I grew up in a small town and worked on my dad’s farm when I was old enough. I began my photographic journey when I was twelve years old, that was when I first fell in love with photography. My mother was an avid antique collector and one day she and I where traveling into the city which was about an hour away to go to an antique store in the Brookside neighborhood of Kansas City, a place I would later move to in my twenties.
As we walked from our car there was one shop in particular that caught my eye. It was a camera store. I was intrigued by the cameras I saw through the window, they looked so interesting. I asked my mother if we could go into the camera store and look around after we were done antiquing. She was a gracious and loving woman who would do almost anything for her children, so of course she agreed.
That first trip to the camera shop is were my love of photography began. I was in awe of the mechanical intricacy and the beautiful design of the cameras and lenses. I spent quite a bit of time looking at the different models and asking the store clerk questions about how the cameras worked. I didn’t get a camera that day, that would happen later that year at Christmas, but I did start to study photography. My photographic journey had begun.
I studied photography in High School and also in college. I received my undergraduate degree at the University of Missouri. I started as a journalism major but quickly discovered that my style of photography did not fit the newspaper ideal. I spent many years discovering for myself what my mind wanted to see come out of my camera.
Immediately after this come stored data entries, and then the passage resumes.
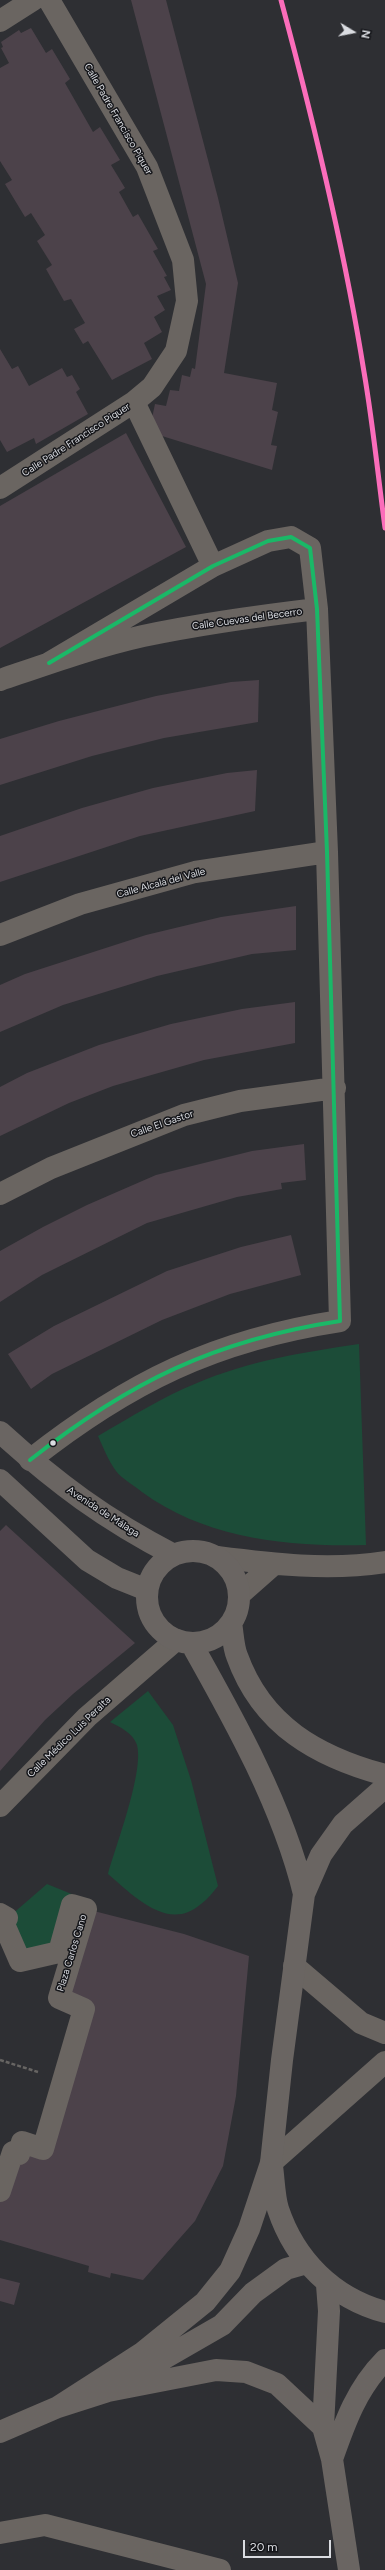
<!DOCTYPE html>
<html>
<head>
<meta charset="utf-8">
<style>
  body { margin:0 }
  #map { position:relative; width:385px; height:2570px; overflow:hidden; background:#2e2f33; font-family:Figtree,sans-serif }
  canvas { display:block }
  .north { position:absolute; left:333px; top:12px; width:40px; height:40px; -webkit-text-stroke:3px #15161a; paint-order:stroke; rotate:100deg; font-size:11px; font-weight:700; line-height:16px; text-align:center; color:#dadce1 }
  .north::after { content:''; display:block; margin:auto; width:14px; height:18px; background:#dadce1; clip-path:polygon(50% 0,100% 100%,50% 72%,0 100%) }
  .scale { position:absolute; left:243px; top:2540px; width:88px; height:18px; box-sizing:border-box; border:2px solid #dadce1; border-top:0; padding-left:5px; font-size:12px; line-height:14px; white-space:nowrap; color:#dadce1; -webkit-text-stroke:3px #15161a; paint-order:stroke }
</style>
</head>
<body>
<div id="map">
<canvas width="385" height="2570"></canvas>
<div class="north">N</div>
<div class="scale">20 m</div>
</div>
<script>
const context = document.querySelector('canvas').getContext('2d');
context.lineJoin = 'round';
function fill(path, color) {
  context.fillStyle = color;
  context.fill(path, 'evenodd');
}
function trace(path, color, width, dash) {
  context.strokeStyle = color;
  context.lineWidth = width;
  context.lineCap = dash ? 'butt' : 'round';
  context.setLineDash(dash || []);
  context.stroke(path);
}
function drawText(font, color, halo, rows, align = 'center') {
  context.font = font + ' Figtree,sans-serif';
  context.lineWidth = 3;
  context.setLineDash([]);
  context.textBaseline = 'middle';
  context.strokeStyle = halo;
  context.fillStyle = color;
  for (const [text, x, y, turn = 0] of rows) {
    context.save();
    context.translate(x, y);
    context.rotate((+turn || 0) * Math.PI / 180);
    context.textAlign = isNaN(turn) ? turn : align;
    if (halo) context.strokeText(text, 0, 0);
    context.fillText(text, 0, 0);
    context.restore();
  }
}
fill(new Path2D(`
  M359 1344 366 1545C289 1547 206 1539 142 1492 134 1485 122 1479 116 1471 108 1460 103 1447 98 1436 131 1417 162 1397 197 1383 249 1361 304 1352 359 1344Z
  M148 1691 173 1725 191 1780 218 1886C213 1892 208 1899 201 1904 168 1933 133 1895 108 1874 116 1845 144 1772 137 1745 133 1733 120 1727 110 1722Z
  M47 1884 74 1895 59 1952 20 1961 3 1922Z`), '#1c4c38');
fill(new Path2D(`
  M131 0H166L218 198 238 283 224 373 277 383 272 410 278 412 271 445 277 446 272 470 149 432 155 404 166 406 170 390 179 391 182 375 190 377 192 368 195 369 206 284Z
  M31 28 46 53 52 49 70 79 65 83 93 132 100 127 120 160 111 165 125 188 119 192 133 217 138 214 158 249 153 251 167 276 164 277 171 290 157 296 165 310 154 317 162 332 144 343 152 359 112 380 88 341 83 344 74 329 85 323 71 299 64 301 46 269 52 265 37 241 45 235 31 213 25 217 5 184 12 180 0 161V68L9 63 1 48 3 47 1 42 19 30 21 33Z
  M0 349 12 369 18 366 29 386 62 368 67 377 72 375 80 389 76 392 88 414 36 444 34 438 7 452 0 440Z
  M126 433 186 547 0 648V506Z
  M259 680 258 722 164 738 92 756 0 785V739L59 721 156 696 231 682Z
  M257 770 255 811 140 836 0 882V836L82 808 153 788 227 773Z
  M296 906V950L252 954 157 976 63 1005 0 1032V985L25 974 146 935 221 917Z
  M295 1002V1043L204 1060 113 1086 69 1103 0 1136V1087L27 1073 99 1045 171 1024 242 1009Z
  M304 1144 306 1180 281 1183 282 1189 237 1197 147 1223 42 1275 0 1302V1251L43 1227 87 1205 156 1175 252 1151Z
  M291 1235 301 1275 230 1294 162 1320 52 1374 31 1389 8 1354 54 1326 167 1271 241 1247Z
  M6 1525 135 1643 73 1694 45 1720 0 1771V1531Z
  M86 1909 184 1934 249 1956 236 2096 223 2166 195 2221 143 2280 111 2273 110 2278 88 2272 89 2266 0 2240V2191L13 2152 43 2149 84 2009 64 2002Z
  M0 2278 20 2283 14 2305 0 2301Z`), '#4c424a');
trace(new Path2D(`
  M0 2060 38 2072`), '#676563', 2.5, [4, 2]);
trace(new Path2D(`
  M0 21 33 0
  M134 402 213 566
  M0 488 134 402 152 387 176 351 187 301 183 260 147 167 49 0
  M0 680C47 664 94 647 143 636 200 624 258 616 317 609
  M0 935 80 904 195 872 327 852
  M0 1194 51 1168 184 1115 240 1101 335 1088
  M30 1460C129 1382 215 1340 340 1321L327 852 317 609 310 548 291 537 268 541 213 566 49 663
  M217 1557C272 1564 329 1571 385 1562
  M239 1595 273 1565
  M0 1806 87 1717 176 1640
  M0 1914 7 1918 3 1922 20 1961 59 1952 72 1905 86 1909 59 1998 84 2009 43 2149 22 2142 19 2154 13 2152 0 2191
  M294 1966 361 2023 385 2033
  M271 2163 385 2062
  M0 2533 45 2525 220 2570`), '#6a6561', 22);
trace(new Path2D(`
  M0 1432C56 1483 106 1520 174 1555
  M0 1480 87 1560 117 1578 147 1590
  M147 1597a46 46 0 1 1 92 0a46 46 0 1 1-92 0Z
  M231 1623C233 1634 233 1646 237 1656 262 1726 318 1757 385 1775
  M191 1643C235 1721 283 1807 304 1894
  M272 2166C274 2180 274 2196 278 2209 295 2260 333 2298 385 2312
  M327 2285 329 2311 323 2427 332 2459 349 2570
  M123 2382 222 2325 253 2293 286 2269 307 2263
  M58 2407 142 2353 205 2302 230 2271 249 2229 271 2163 282 2060 304 1894 321 1855 343 1824 385 1787
  M0 2432 58 2407 108 2391 216 2370 246 2372 277 2384 323 2427
  M332 2459C345 2422 357 2388 385 2360`), '#6a6562', 22);
trace(new Path2D(`
  M30 1460C129 1382 215 1340 340 1321L327 852 317 609 310 548 291 537 268 541 213 566 49 663`), '#1ab867', 4);
trace(new Path2D(`
  M281 0C314 123 344 246 364 372 373 424 378 476 385 528`), '#fb6dba', 5);
for (const [x, y, r, color] of [
  [53,1443,3.5,"#dadce1"]
]) {
  const dot = new Path2D();
  dot.arc(x, y, r, 0, 2 * Math.PI);
  context.fillStyle = color;
  context.fill(dot);
  trace(dot, '#15161a', 1.5);
}
drawText('10px', '#dadce1', '#15161a', [
  ["Calle Padre Francisco Piquer",118,119,60],
  ["Calle Padre Francisco Piquer",76,440,-33],
  ["Calle Cuevas del Becerro",247,619,-8],
  ["Calle Alcalá del Valle",161,883,-15],
  ["Calle El Gastor",162,1124,-19],
  ["Avenida de Málaga",103,1512,33],
  ["Calle Médico Luis Peralta",69,1737,-44],
  ["Plaza Carlos Cano",72,1953,-73]
]);
</script>
</body>
</html>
I spent many hours perfecting the craft of black & white printing in a small room under an orange light.
I attended graduate school at the Savannah College of Art and Design where I earned a Masters degree in fine art photography. The time that I spent at art school opened my eyes to greater possibilities of expression. I had always taken photographs that were not the kind you would find in travel magazines. I have an eye for things normally overlooked. At SCAD I started to push my visuals even farther from the normal idea of what a photograph should be.
I have been teaching photography classes part time at Southwest Baptist University since 2015. I recently self published a photo book of work that I did between 2009 and 2021 titled “Everything In It’s Place”.